(Beginning of DATASET RECORDS)
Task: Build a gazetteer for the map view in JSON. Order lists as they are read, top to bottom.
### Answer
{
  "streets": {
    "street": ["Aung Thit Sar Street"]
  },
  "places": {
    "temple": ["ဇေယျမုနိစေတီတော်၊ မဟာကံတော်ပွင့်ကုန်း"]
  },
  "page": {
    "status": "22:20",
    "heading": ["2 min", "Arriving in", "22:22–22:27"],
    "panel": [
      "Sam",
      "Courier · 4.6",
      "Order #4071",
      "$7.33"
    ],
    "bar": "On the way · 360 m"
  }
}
(End of DATASET RECORDS)
(Beginning of DATASET RECORDS)
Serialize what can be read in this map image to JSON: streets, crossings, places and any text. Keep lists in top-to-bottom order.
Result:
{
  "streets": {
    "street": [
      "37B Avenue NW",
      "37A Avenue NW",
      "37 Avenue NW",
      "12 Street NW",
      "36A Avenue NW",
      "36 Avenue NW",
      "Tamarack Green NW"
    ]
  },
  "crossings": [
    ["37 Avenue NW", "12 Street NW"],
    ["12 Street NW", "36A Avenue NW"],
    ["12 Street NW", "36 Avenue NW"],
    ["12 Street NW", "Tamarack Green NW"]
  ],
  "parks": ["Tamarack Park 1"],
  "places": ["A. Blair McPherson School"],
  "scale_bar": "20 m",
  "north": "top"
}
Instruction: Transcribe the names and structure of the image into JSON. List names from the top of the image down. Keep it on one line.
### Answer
(End of DATASET RECORDS)
EXERCISE => Nothing but a number should be given: the tally of lines in the listing that contain "lists".

WRITTEN RESPONSE => 2